Start of DATA SHOWN

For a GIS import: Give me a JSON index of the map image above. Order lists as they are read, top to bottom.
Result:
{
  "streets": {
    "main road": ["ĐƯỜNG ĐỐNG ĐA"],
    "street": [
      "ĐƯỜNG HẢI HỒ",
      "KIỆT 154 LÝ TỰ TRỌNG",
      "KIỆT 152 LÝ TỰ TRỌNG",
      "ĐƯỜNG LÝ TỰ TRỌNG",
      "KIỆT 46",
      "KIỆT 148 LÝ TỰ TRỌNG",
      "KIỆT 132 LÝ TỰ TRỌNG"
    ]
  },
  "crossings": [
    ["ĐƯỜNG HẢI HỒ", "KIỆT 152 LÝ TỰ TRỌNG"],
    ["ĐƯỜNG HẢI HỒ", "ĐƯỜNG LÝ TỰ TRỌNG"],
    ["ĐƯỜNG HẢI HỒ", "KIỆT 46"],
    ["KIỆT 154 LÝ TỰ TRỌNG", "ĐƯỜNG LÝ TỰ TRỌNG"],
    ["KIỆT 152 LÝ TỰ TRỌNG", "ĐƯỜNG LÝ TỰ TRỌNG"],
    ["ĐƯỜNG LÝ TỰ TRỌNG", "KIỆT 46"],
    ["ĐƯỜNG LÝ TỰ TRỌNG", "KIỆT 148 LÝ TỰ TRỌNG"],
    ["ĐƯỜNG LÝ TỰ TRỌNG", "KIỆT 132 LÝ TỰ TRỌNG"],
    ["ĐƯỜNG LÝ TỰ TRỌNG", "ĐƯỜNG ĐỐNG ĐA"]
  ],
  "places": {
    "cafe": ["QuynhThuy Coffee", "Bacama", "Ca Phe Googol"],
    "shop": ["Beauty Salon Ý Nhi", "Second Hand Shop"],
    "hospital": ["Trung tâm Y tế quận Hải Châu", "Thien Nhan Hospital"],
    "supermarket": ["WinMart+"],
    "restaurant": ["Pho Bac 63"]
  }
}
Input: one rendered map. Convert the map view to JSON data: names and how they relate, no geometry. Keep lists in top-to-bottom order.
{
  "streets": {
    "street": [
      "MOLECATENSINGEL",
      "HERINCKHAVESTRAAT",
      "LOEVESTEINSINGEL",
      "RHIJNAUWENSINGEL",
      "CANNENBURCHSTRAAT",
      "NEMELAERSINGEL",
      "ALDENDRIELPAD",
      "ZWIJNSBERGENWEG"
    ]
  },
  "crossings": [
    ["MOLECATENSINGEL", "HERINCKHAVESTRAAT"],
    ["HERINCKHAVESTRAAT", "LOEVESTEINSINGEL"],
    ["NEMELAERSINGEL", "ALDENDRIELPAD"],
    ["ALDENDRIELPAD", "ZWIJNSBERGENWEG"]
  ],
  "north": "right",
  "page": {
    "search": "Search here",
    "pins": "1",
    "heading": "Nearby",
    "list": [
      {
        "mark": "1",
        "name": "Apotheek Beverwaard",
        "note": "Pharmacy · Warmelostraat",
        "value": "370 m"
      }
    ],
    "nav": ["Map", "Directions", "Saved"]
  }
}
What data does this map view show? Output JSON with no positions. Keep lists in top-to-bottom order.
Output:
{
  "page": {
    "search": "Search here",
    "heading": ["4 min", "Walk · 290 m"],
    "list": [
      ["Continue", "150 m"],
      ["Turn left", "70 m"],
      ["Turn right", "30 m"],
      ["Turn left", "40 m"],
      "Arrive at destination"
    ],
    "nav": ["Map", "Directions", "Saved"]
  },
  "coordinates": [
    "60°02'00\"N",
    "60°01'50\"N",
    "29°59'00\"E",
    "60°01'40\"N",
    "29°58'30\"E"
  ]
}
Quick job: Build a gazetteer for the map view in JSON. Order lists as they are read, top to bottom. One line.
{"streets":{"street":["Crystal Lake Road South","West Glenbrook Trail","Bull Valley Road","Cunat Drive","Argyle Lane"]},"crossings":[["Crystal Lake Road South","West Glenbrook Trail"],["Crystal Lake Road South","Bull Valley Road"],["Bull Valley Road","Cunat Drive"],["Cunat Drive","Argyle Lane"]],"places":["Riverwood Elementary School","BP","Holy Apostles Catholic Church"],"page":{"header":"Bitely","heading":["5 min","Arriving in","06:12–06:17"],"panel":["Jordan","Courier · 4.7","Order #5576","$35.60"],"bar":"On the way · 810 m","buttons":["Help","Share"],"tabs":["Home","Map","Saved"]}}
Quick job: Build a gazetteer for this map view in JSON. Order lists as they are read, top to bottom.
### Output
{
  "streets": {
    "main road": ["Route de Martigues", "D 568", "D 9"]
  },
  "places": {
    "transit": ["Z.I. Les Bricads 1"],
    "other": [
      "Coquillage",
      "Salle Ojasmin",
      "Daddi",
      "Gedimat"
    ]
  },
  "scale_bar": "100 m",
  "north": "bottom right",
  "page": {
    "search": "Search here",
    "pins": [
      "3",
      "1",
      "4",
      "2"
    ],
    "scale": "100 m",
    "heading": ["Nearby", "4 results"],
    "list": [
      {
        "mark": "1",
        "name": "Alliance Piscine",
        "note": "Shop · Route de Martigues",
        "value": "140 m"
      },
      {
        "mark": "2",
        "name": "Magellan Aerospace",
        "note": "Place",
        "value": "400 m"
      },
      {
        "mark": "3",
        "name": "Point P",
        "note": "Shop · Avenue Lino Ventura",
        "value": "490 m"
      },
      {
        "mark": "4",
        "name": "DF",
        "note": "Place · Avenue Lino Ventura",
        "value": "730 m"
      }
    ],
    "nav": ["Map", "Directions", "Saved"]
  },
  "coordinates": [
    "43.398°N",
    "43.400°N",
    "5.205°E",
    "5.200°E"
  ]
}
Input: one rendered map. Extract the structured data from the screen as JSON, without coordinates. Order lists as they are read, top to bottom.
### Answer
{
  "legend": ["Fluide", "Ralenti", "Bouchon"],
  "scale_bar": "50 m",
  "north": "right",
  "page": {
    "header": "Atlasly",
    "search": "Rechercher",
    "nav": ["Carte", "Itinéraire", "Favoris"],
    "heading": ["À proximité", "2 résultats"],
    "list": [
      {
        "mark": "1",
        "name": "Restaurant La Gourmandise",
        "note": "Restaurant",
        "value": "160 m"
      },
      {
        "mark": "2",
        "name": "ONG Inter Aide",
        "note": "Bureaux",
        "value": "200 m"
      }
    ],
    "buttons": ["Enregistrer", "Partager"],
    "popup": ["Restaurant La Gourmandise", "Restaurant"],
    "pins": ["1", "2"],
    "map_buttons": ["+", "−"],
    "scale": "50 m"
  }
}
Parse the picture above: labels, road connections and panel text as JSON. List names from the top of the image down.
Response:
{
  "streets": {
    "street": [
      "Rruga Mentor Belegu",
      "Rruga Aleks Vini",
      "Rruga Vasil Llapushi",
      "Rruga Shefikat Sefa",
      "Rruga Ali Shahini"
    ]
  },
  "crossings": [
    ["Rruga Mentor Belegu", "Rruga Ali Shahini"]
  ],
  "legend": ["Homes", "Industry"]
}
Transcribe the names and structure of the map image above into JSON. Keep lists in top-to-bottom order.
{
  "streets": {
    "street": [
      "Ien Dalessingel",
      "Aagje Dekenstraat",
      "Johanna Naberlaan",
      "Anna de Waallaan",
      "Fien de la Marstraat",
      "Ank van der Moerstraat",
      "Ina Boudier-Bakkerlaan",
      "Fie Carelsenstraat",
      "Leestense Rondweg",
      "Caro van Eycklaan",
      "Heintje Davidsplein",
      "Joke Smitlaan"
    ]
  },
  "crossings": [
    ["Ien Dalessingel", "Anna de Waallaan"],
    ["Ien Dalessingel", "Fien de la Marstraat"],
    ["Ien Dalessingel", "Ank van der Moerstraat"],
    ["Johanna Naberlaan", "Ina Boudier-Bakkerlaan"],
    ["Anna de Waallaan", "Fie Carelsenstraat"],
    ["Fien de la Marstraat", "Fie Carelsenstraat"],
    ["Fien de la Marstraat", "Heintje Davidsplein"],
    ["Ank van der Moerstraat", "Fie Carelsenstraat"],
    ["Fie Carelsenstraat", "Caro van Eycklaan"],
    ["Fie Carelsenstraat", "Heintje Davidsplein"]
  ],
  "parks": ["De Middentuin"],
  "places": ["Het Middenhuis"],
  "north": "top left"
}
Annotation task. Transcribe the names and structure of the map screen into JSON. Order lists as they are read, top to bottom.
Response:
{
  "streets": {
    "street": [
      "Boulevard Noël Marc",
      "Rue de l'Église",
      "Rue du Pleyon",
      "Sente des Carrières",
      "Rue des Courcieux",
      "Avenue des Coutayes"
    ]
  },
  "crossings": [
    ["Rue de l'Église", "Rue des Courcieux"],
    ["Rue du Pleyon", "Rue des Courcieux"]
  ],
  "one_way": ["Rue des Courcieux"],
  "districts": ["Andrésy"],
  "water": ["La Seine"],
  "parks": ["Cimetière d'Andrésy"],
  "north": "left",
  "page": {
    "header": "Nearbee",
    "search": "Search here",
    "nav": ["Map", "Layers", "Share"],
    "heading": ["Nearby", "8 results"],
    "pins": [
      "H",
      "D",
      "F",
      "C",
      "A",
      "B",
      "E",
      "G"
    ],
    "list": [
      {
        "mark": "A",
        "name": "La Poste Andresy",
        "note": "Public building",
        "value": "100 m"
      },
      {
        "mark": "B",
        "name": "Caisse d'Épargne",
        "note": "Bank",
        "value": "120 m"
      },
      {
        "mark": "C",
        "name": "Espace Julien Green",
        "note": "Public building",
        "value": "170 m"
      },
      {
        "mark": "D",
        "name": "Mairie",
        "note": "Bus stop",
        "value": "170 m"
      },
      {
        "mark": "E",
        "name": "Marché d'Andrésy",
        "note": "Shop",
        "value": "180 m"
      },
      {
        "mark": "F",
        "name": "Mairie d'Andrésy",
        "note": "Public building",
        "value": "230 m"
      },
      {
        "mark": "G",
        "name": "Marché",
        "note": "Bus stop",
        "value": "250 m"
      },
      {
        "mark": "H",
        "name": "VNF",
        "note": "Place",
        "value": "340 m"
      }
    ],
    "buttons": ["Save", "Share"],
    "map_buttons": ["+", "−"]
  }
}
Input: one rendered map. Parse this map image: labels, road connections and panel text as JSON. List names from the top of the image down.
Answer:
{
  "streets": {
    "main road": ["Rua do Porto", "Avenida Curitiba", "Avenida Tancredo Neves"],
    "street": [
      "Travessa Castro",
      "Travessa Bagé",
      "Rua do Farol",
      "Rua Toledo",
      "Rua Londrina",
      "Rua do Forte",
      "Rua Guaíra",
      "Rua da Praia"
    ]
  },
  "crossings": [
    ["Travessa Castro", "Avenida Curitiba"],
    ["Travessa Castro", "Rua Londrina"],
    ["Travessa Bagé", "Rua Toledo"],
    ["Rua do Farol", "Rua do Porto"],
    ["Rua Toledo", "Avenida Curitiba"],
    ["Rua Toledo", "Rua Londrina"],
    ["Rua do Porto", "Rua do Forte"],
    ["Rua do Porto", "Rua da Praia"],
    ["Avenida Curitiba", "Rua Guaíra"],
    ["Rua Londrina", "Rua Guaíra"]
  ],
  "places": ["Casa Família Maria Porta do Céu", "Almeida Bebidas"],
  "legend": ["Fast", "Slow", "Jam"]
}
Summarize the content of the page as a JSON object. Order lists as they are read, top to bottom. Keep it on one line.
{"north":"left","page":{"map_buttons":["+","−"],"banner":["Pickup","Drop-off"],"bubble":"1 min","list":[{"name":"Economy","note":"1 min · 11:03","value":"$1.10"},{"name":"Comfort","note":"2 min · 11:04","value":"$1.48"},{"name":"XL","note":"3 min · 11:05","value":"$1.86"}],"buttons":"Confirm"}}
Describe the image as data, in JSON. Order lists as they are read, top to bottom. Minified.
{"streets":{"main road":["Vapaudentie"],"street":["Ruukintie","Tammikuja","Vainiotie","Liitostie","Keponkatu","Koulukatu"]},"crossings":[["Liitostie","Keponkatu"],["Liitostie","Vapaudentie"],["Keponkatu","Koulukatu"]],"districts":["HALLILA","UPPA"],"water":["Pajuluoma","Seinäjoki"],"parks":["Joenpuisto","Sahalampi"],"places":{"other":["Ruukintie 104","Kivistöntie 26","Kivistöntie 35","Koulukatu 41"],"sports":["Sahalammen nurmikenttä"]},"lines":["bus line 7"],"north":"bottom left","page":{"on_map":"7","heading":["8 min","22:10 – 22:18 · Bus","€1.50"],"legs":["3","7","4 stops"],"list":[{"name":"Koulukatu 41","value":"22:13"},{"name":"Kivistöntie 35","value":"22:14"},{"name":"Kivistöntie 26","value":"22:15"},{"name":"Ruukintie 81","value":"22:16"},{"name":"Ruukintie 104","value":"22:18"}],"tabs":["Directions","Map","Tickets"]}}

End of DATA SHOWN

→ **EXERCISE OBJECTIVE**
The word to look for is "Avenue"; copy out every line of the entries that holds it.

→ **ANSWER FOR THE TASK**
        "note": "Shop · Avenue Lino Ventura",
        "note": "Place · Avenue Lino Ventura",
      "Avenue des Coutayes"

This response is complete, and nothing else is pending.